A wave of prominent Democrats, from Platner’s most progressive allies to top Democratic leadership, are bailing on his Senate campaign after POLITICO reported that a woman who dated him said he forced her to have sex with him. Platner called the allegation false.
On Monday night — just hours after the story published — Senate Minority Leader Chuck Schumer called on Platner to “immediately withdraw” as the Democratic nominee in the Maine Senate race. The battleground contest iscrucial for Democrats’ chances of winning the Senate in November.
Schumer was joined in that statement by Sen. Kirsten Gillibrand (D-N.Y.), the chair of the Democratic Senatorial Campaign Committee, which said last week it was in the process of opening a joint fundraising committee with Platner. On Monday the committee said it would no longer invest in the race if he stays on the ballot.
A flood of Democratic senators joined Schumer and Gillibrand in condemning Platner, including several potential 2028 presidential hopefuls. Mark Kelly (D-Ariz.), Elissa Slotkin (D-Mich.), Cory Booker (D-N.J.) and Adam Schiff (D-Calif.) all called on Platner to exit the race. Even former staunch supporters — like progressive Rep. Ro Khanna (D-Calif.) and Sen. Martin Heinrich (D-N.M.) — and Arizona Sen. Ruben Gallego withdrew their endorsements. Sen. Ed Markey (D-Mass.), who had expressed support for Platner last month, said Monday he “cannot support his candidacy.”
Meanwhile, two of Platner’s most prominent Senate backers, Bernie Sanders and Elizabeth Warren, have yet to comment on the news.
The money that would be crucial to Democrats’ hopes of flipping the seat also immediately dried up. Key outside groups organizing on his behalf, including VoteVets, which elevates former veterans as Democratic candidates, and the progressive good-governance group End Citizens United, rescinded their endorsements Monday.
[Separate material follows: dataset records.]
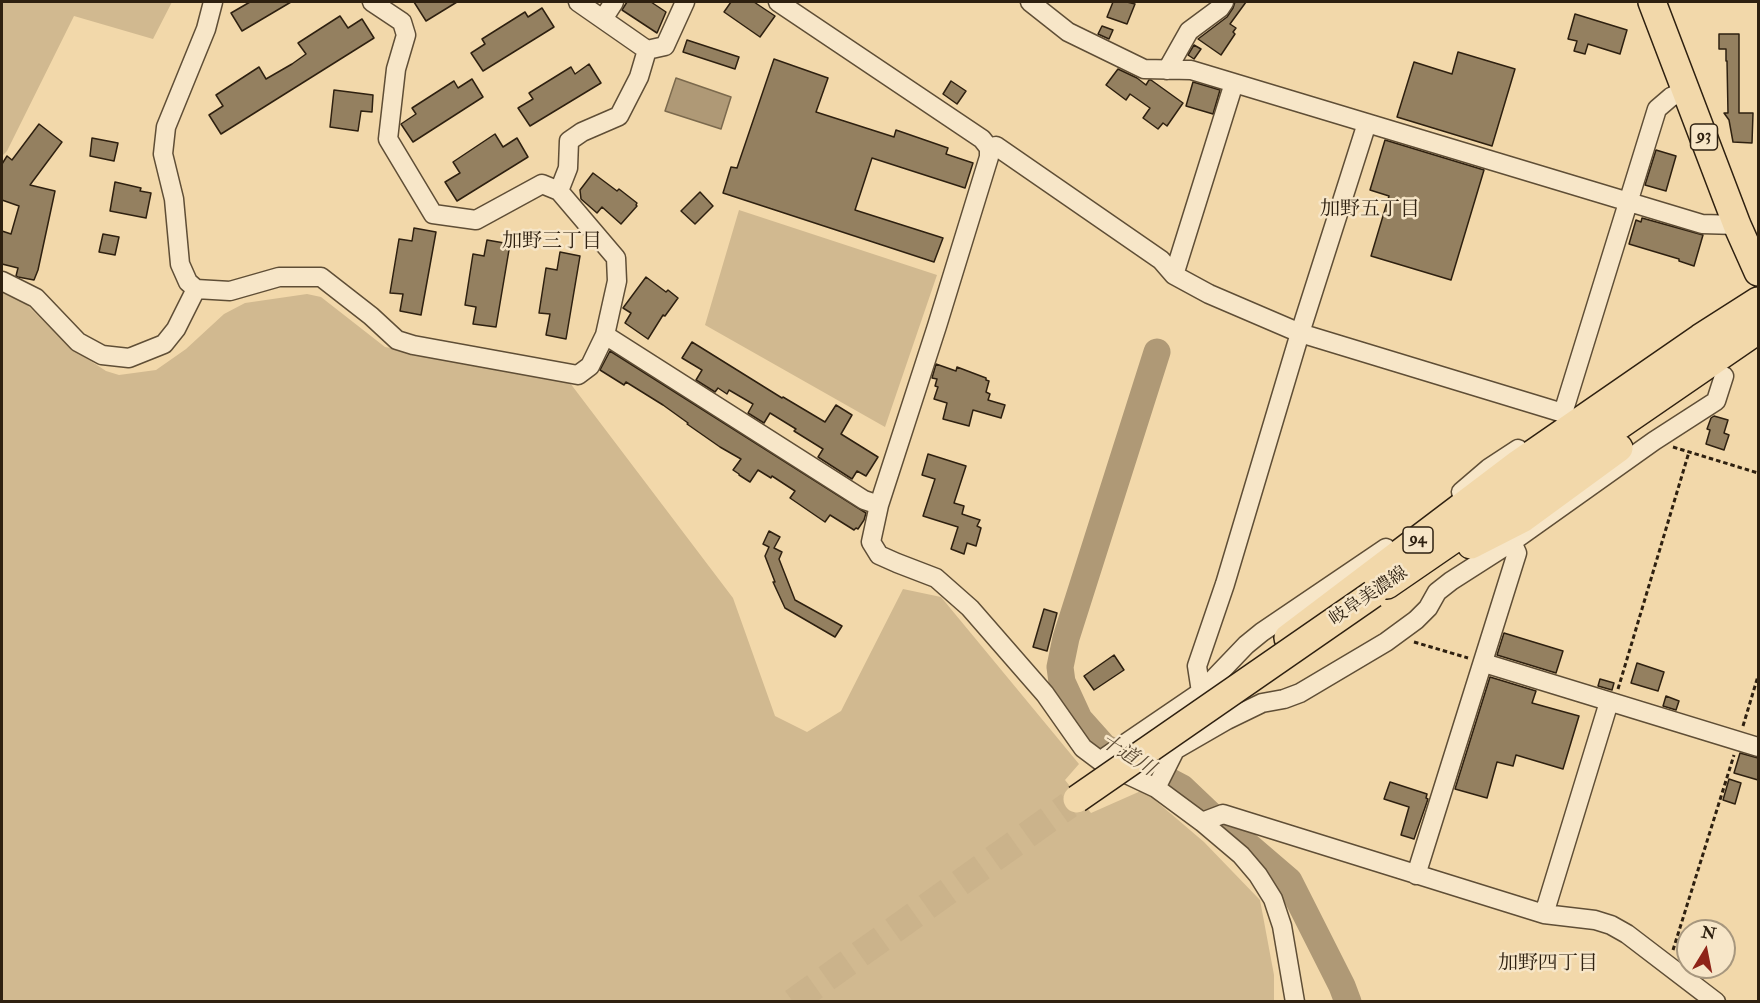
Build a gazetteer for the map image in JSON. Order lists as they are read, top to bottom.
{
  "streets": {
    "main road": ["93", "94", "岐阜美濃線"]
  },
  "crossings": [
    ["94", "岐阜美濃線"]
  ],
  "districts": ["加野五丁目", "加野三丁目", "加野四丁目"],
  "water": ["十道川"],
  "north": "top"
}
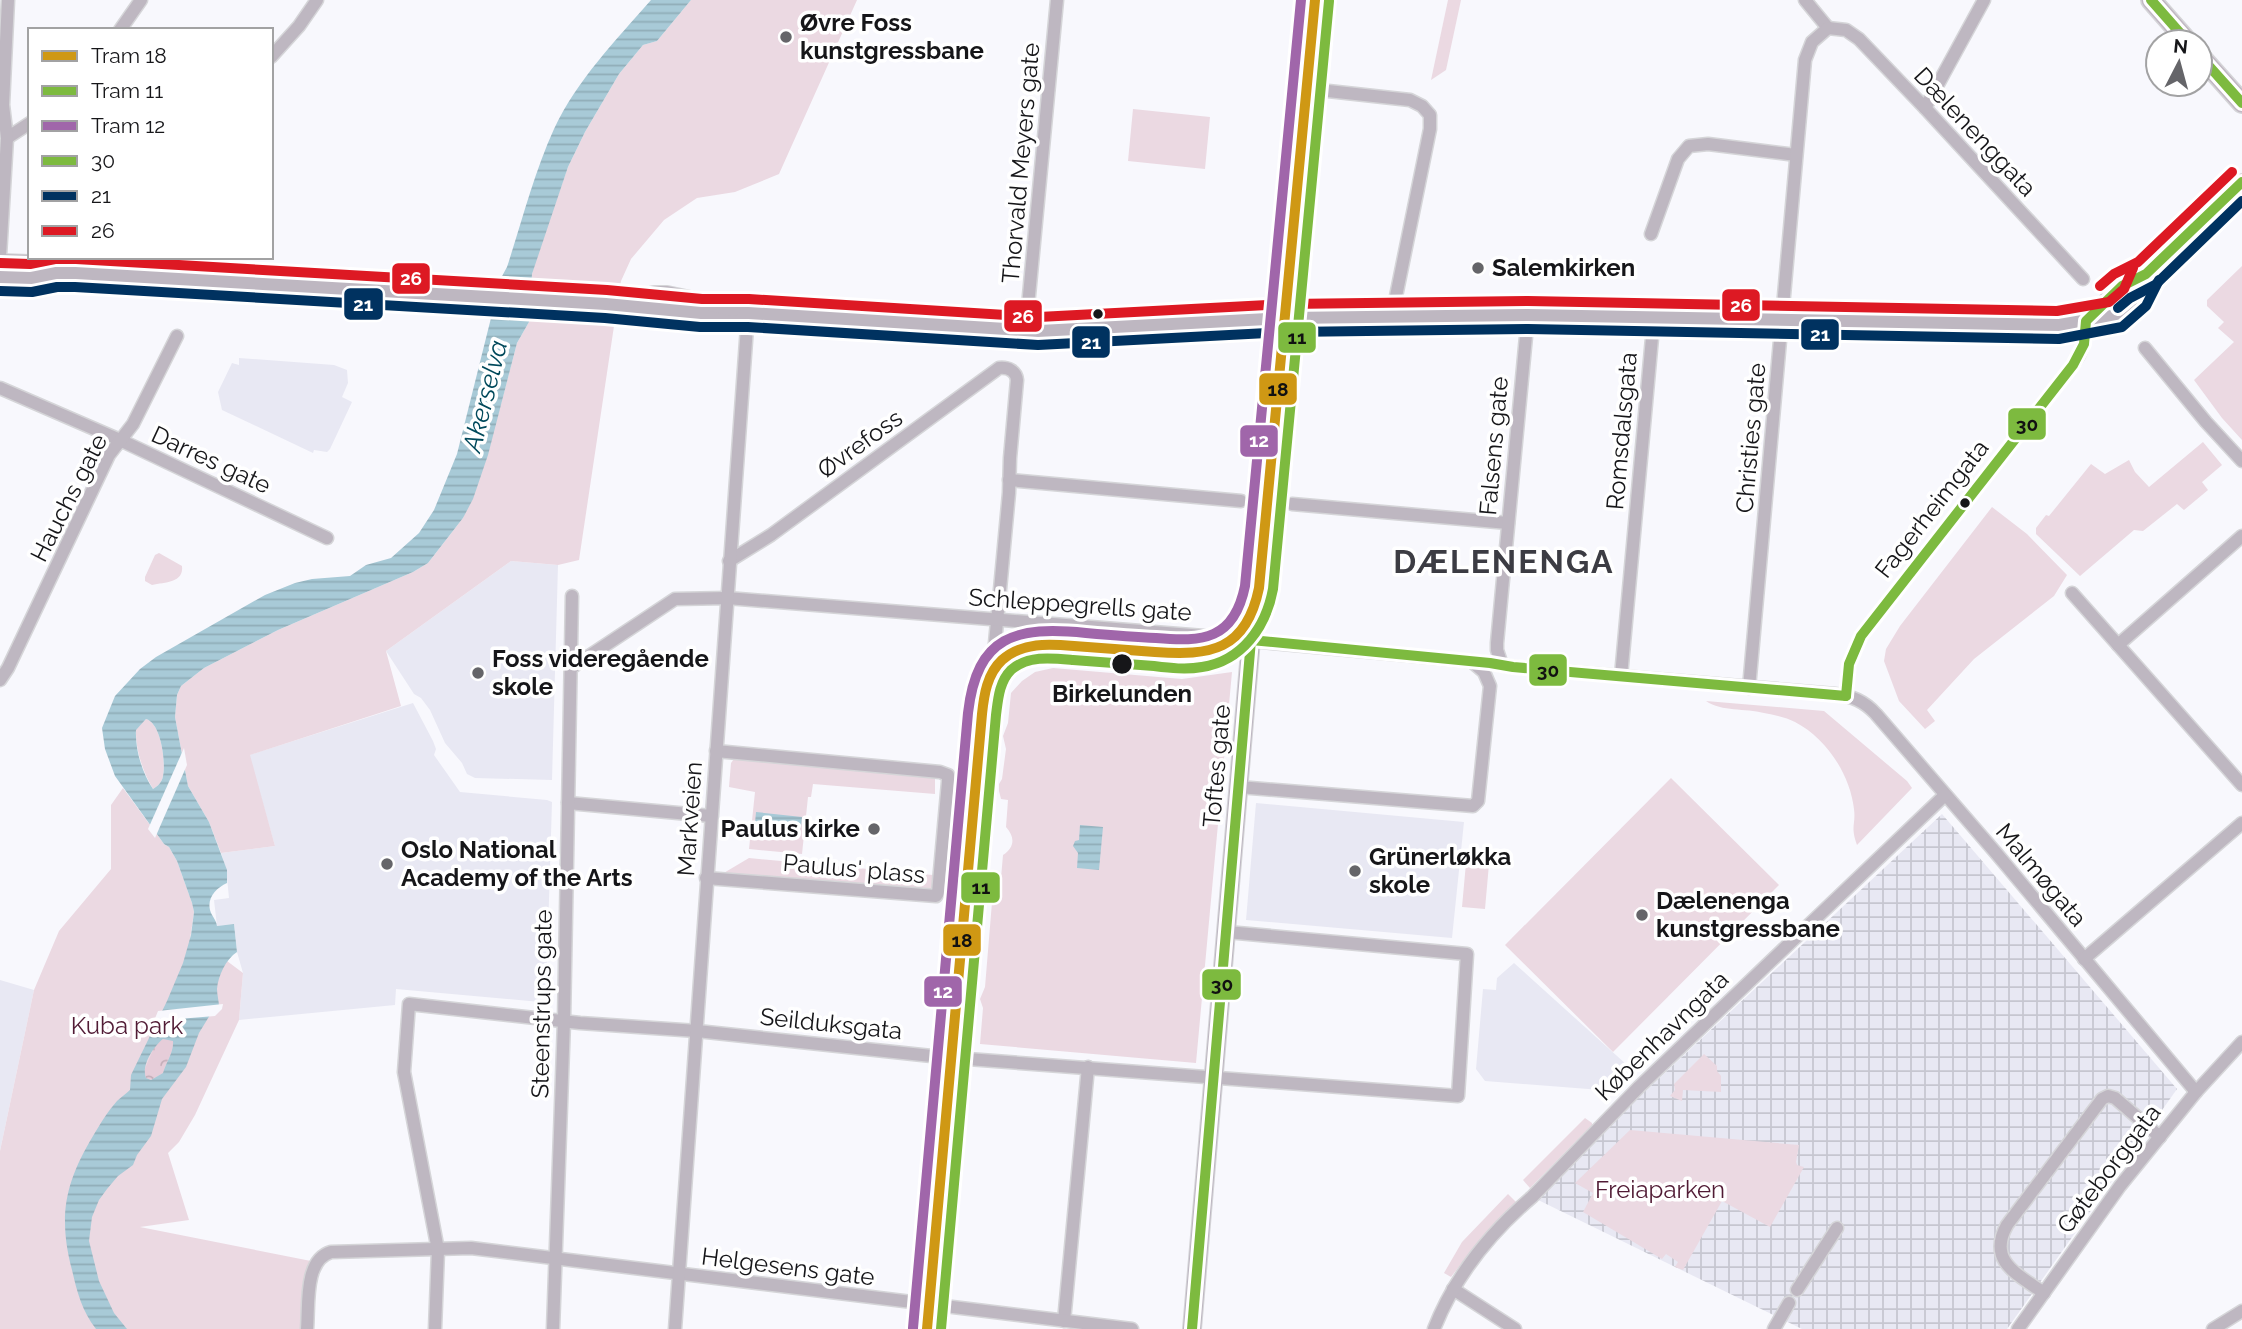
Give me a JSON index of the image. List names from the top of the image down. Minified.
{"streets":{"main road":["Toftes gate"],"street":["Dælenenggata","Thorvald Meyers gate","Romsdalsgata","Christies gate","Øvrefoss","Falsens gate","Darres gate","Hauchs gate","Fagerheimgata","Schleppegrells gate","Markveien","Paulus' plass","Malmøgata","Steenstrups gate","Seilduksgata","Københavngata","Gøteborggata","Helgesens gate"]},"crossings":[["Dælenenggata","Christies gate"],["Romsdalsgata","Schleppegrells gate"],["Christies gate","Schleppegrells gate"],["Øvrefoss","Markveien"],["Falsens gate","Schleppegrells gate"],["Darres gate","Hauchs gate"],["Fagerheimgata","Schleppegrells gate"],["Fagerheimgata","Malmøgata"],["Schleppegrells gate","Toftes gate"],["Schleppegrells gate","Markveien"],["Schleppegrells gate","Malmøgata"],["Schleppegrells gate","Steenstrups gate"],["Toftes gate","Seilduksgata"],["Markveien","Paulus' plass"],["Markveien","Seilduksgata"],["Markveien","Helgesens gate"],["Malmøgata","Københavngata"],["Malmøgata","Gøteborggata"],["Steenstrups gate","Seilduksgata"],["Steenstrups gate","Helgesens gate"],["Seilduksgata","Helgesens gate"]],"districts":["DÆLENENGA"],"water":["Akerselva"],"parks":["Kuba park","Freiaparken"],"places":["Øvre Foss kunstgressbane","Salemkirken","Birkelunden","Foss videregående skole","Paulus kirke","Oslo National Academy of the Arts","Grünerløkka skole","Dælenenga kunstgressbane"],"lines":["tram line 18","tram line 12","transit line 30","tram line 11","transit line 26","transit line 21"],"legend":["Tram 18","Tram 11","Tram 12","30","21","26"],"north":"top"}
Senate Majority PAC, the top super PAC supporting Senate Democrats, said it is “redirecting resources away from the Maine Senate race in light of the latest allegations.”
The exodus of Democratic support marks a significant break from how the party has responded to the previous scandals and controversies that have dogged his campaign. Many Democrats defended Platner — or otherwise begrudgingly accepted the success of his campaign — even after his history of offensive online comments, his tattoo that resembled a Nazi symbol, and accusations of past mistreatment of women came to light.
Democrats who had hoped to nominate Maine Gov. Janet Mills coalesced behind Platner after she dropped out of the race, leaving Platner effectively uncontested in the primary, which he handily won last month.
But some Maine Democrats have begun to scramble in the wake of the tidal wave of calls for Platner to leave the race: If he withdraws before next Monday, Maine law allows the state party to select his replacement.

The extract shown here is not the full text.